Each sub-agent will extract the memory approach and key findings.
ACTION: Task (parallel)
[Spawn 12 sub-agents]
Sub-agent 1 (Depth 1):
Task: "Analyze @.aiwg/research/sources/REF-021-reflexion.md
Extract: (1) Type of memory system, (2) Key mechanism, (3) Performance impact
Write: .aiwg/rlm/tasks/task-003/intermediate/analysis-REF-021.yaml"
Sub-agent 2 (Depth 1):
Task: "Analyze @.aiwg/research/sources/REF-035-memgpt.md
[same extraction criteria]
Write: .aiwg/rlm/tasks/task-003/intermediate/analysis-REF-035.yaml"
[... 10 more sub-agents ...]
OBSERVATION: All 12 sub-agents completed.
Sub-agent 1 wrote: analysis-REF-021.yaml (3.2KB)

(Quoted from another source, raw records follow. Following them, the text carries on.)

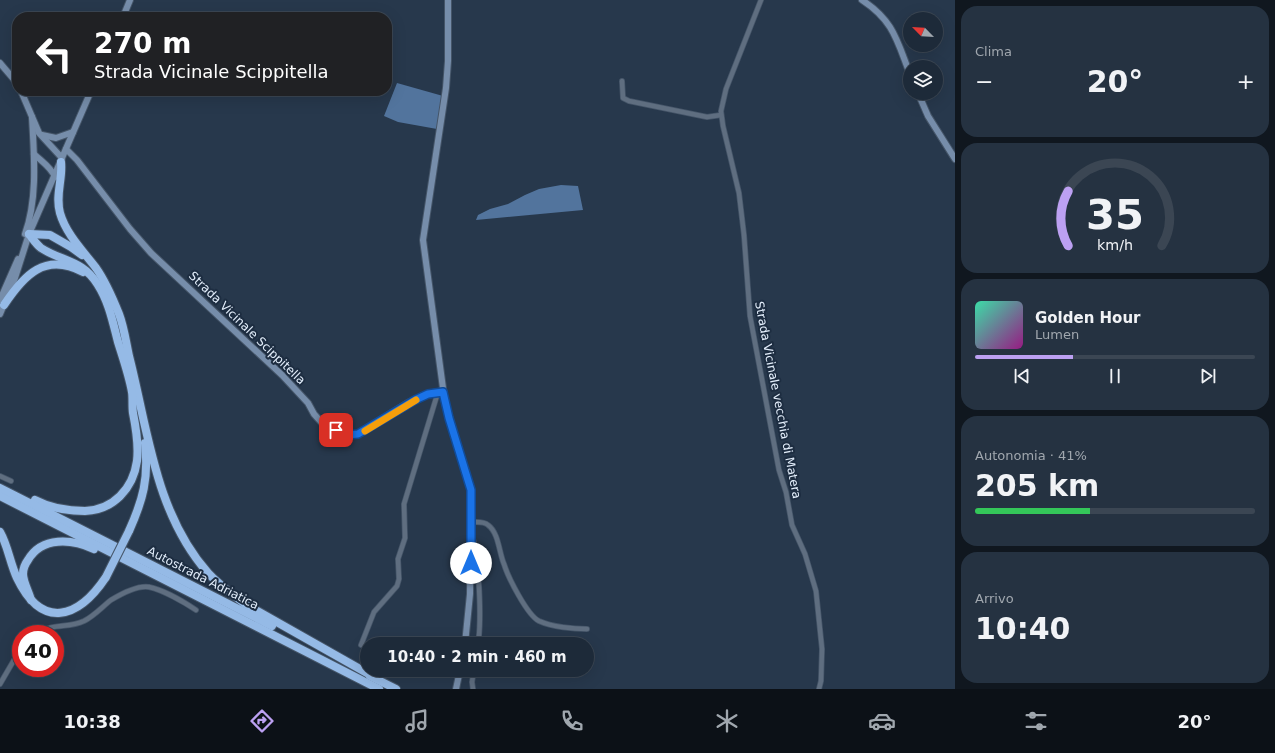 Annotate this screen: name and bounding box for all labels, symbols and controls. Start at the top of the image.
north arrow [903,12,943,52]
map controls [903,12,943,100]
text: 270 m [94,27,191,60]
icon: left [28,28,80,80]
text: Clima [975,44,1012,59]
button: layers [903,60,943,100]
text: Strada Vicinale Scippitella [94,61,328,82]
text: 20° [1087,64,1143,99]
text: − [975,69,993,94]
text: + [1237,69,1255,94]
text: 35 [1086,190,1144,239]
text: km/h [1097,236,1133,252]
street label: Strada Vicinale Scippitella [186,269,308,387]
street label: Strada Vicinale vecchia di Matera [752,300,804,500]
text: Golden Hour [1035,309,1141,327]
text: Lumen [1035,327,1079,342]
icon: previous [1011,365,1033,387]
icon: pause [1104,365,1126,387]
icon: next [1197,365,1219,387]
pin [319,413,353,447]
icon: arrive [325,419,347,441]
text: Autonomia · 41% [975,448,1087,463]
text: 205 km [975,468,1099,503]
position arrow [450,542,492,584]
street label: Autostrada Adriatica [145,544,261,612]
text: Arrivo [975,591,1014,606]
text: 10:40 [975,611,1071,646]
speed limit sign: 40 [12,625,64,677]
text: 10:40 · 2 min · 460 m [387,648,567,666]
icon: directions [248,707,276,735]
icon: music [403,707,431,735]
icon: phone [558,707,586,735]
icon: climate [713,707,741,735]
icon: car [868,707,896,735]
icon: filters [1022,707,1050,735]
text: 10:38 [63,711,121,732]
text: 20° [1177,711,1212,732] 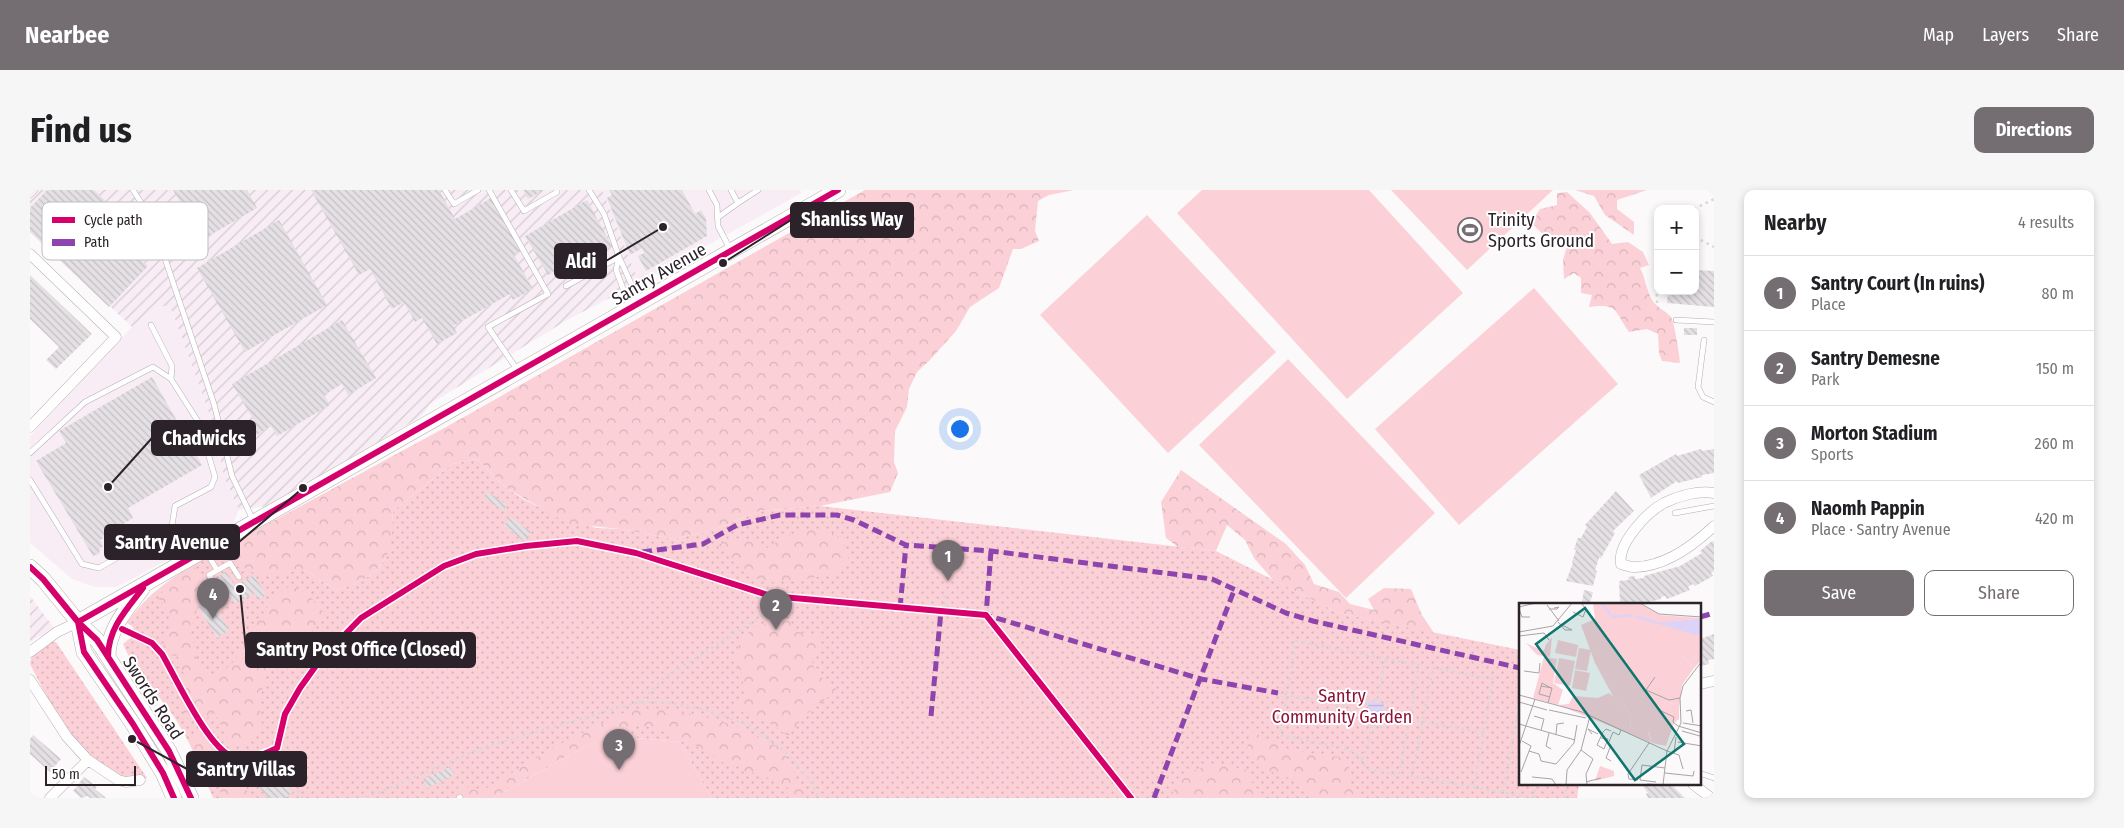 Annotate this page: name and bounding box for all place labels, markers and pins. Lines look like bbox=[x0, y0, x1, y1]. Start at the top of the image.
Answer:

Sub-agent 2 wrote: analysis-REF-035.yaml (2.8KB)
[... 10 more ...]
THOUGHT [Extraction]: Sub-agents have extracted structured data. Now aggregate.
ACTION: Bash
command: |
for f in .aiwg/rlm/tasks/task-003/intermediate/analysis-*.yaml; do
echo "---"
cat "$f"
done > .aiwg/rlm/tasks/task-003/intermediate/all-analyses.yaml
OBSERVATION: Aggregated YAML created (34KB).
ACTION: Read
file_path: ".aiwg/rlm/tasks/task-003/intermediate/all-analyses.yaml"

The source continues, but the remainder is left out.